By Dustin Rowles | Celebrity | January 5, 2015 |

By Dustin Rowles | Celebrity | January 5, 2015 |


Paul Thomas Anderson is on Marc Maron’s WTF Podcast this week, and I really encourage you to listen to the entire thing because he’s a far more fascinating guy than you might have realized. I had no idea, for instance, that his Dad was the booth announcer for the Carol Burnett Show and that Anderson grew up hanging out with Tim Conway and Harvey Korman. Nor did I realize just how much Magnolia was inspired by his own father’s death (when told that his father was dying, Anderson said it felt like frogs falling from the sky, which is something he worked into the movie with an assist from Michael Penn, who explained the Biblical connection).

Anderson, like Louis C.K., also singled out Putney Swope as one of the most influential movies of his career — that movie was directed by Robert Downey, Sr., and apparently, Inherent Vice owes a huge debt to it (I haven’t yet seen Inherent Vice, so I cannot compare). Oh, and at his one year at Emerson College in Boston, he had as his professor David Foster Wallace.

But one of the best stories involved Ricky Jay and Burt Reynolds on the set of Boogie Nights. Anderson admitted that it wasn’t particularly easy working with Reynolds on the movie, in part because everyone else was so young on the movie, and Reynolds — formerly the biggest movie star in America — felt like he was “slumming” it. “It was tough. Really tough,” Anderson said, admitting that Reynolds probably didn’t trust him. But the story involving Ricky Jay actually has little to do with the difficulties of Reynolds.

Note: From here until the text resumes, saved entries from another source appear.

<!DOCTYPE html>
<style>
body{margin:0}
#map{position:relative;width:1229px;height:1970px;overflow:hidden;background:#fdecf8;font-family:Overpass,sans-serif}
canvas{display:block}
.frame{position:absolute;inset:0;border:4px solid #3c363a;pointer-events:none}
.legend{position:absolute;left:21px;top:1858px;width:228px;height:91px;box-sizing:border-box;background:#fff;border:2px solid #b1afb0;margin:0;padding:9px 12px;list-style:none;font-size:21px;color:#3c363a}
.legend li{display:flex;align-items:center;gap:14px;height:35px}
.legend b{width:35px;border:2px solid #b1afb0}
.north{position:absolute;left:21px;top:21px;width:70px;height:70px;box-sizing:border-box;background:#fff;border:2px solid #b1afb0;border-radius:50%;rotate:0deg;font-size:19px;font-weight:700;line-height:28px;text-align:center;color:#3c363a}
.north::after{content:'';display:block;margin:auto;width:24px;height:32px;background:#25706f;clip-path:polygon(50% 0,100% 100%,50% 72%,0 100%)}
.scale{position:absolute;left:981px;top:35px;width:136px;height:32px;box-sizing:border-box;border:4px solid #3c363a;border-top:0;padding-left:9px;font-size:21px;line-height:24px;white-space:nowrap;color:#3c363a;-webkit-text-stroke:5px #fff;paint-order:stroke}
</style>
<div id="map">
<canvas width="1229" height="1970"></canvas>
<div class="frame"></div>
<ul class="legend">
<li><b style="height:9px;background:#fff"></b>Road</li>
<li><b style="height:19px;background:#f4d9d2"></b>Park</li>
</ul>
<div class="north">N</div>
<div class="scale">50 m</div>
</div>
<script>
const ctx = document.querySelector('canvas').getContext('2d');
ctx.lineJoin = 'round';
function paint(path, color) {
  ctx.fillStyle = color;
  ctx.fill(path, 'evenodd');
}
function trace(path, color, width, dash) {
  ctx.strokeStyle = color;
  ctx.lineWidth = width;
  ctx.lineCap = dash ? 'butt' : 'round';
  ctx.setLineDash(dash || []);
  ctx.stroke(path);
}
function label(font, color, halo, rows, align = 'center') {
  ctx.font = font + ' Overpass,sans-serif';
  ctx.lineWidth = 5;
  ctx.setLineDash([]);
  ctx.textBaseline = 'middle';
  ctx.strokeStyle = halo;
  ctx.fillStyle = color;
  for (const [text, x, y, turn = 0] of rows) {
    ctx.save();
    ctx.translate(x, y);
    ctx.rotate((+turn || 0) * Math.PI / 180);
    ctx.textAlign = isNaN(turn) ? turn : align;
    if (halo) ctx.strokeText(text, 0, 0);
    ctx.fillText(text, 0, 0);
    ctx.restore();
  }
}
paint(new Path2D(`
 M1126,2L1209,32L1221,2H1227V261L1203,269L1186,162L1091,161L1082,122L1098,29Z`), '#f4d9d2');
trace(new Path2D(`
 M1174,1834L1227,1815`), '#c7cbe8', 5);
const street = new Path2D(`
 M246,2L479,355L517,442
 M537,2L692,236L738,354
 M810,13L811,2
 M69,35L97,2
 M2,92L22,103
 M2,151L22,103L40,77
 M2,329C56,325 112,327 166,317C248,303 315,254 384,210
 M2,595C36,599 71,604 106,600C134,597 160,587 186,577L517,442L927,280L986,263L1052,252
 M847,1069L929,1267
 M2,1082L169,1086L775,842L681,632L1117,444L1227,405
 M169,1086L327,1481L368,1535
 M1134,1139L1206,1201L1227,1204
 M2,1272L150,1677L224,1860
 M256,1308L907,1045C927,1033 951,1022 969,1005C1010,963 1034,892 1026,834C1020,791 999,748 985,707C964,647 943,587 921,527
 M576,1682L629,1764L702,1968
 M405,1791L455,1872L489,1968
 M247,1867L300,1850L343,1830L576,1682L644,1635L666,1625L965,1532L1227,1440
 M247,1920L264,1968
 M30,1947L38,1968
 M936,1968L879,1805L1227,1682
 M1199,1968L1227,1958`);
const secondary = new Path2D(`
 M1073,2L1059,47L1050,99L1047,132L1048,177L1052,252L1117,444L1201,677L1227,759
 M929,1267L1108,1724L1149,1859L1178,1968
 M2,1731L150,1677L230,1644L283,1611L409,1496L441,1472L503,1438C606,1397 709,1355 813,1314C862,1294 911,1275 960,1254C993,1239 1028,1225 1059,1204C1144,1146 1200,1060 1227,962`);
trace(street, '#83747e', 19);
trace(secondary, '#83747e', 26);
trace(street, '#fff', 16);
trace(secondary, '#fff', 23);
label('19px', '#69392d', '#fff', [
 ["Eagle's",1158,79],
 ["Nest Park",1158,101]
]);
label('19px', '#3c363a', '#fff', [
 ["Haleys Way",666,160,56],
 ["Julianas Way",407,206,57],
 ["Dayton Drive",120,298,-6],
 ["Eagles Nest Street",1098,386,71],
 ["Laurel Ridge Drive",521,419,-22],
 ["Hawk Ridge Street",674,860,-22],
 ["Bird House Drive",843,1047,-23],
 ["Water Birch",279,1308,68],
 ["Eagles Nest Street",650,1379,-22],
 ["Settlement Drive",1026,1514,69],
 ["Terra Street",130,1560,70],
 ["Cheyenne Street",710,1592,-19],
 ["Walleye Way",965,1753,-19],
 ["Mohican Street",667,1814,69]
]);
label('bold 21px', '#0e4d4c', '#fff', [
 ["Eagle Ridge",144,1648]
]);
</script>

It concerned a scene in which Ricky Jay was trying to hold back Reynolds while his character was yelling at Mark Wahlberg, and why Ricky Jay couldn’t keep a straight face during the scene (and I wish I could locate a screenshot of Jay from the scene, but Internet searches have turned up nothing).

“Ricky Jay had the obligation, when Mark and Burt are in this big fight scene at the pool. He’s coming at Mark, saying ‘Get out of here, you’re high!’ and all this sort of stuff, and Ricky Jay had the job of holding Burt back, which is not a job that Ricky should have. He has these magician’s hands and everything else. And Burt started to improvise, and Mark says something like, ‘I haven’t been up for two days!’ and Burt said, ‘Nevertheless, you don’t look good …”

And every time Burt said ‘Nevertheless,’ I kept noticing something happen over Ricky’s face, and I said, ‘What’s going on?’ and he said, ‘I can’t. I’m suppressing laughter whenever he says ‘Nevertheless.’

And I said why, and he told me this great story of being in a football game when this woman is being introduced to sing the National Anthem and her name is Helen Forrest or whatever it is. And [the announcer] says, ‘And now to sing the National Anthem, Helen Forrest.’

And somebody in the stands screams, ‘HELEN FORREST SUCKS COCK.’

And the announcer [without missing a beat] says, ‘Nevertheless.’

And what’s why, if you watch that scene again, Ricky Jay has such a pained expression on his face when Burt Reynolds says ‘Nevertheless.’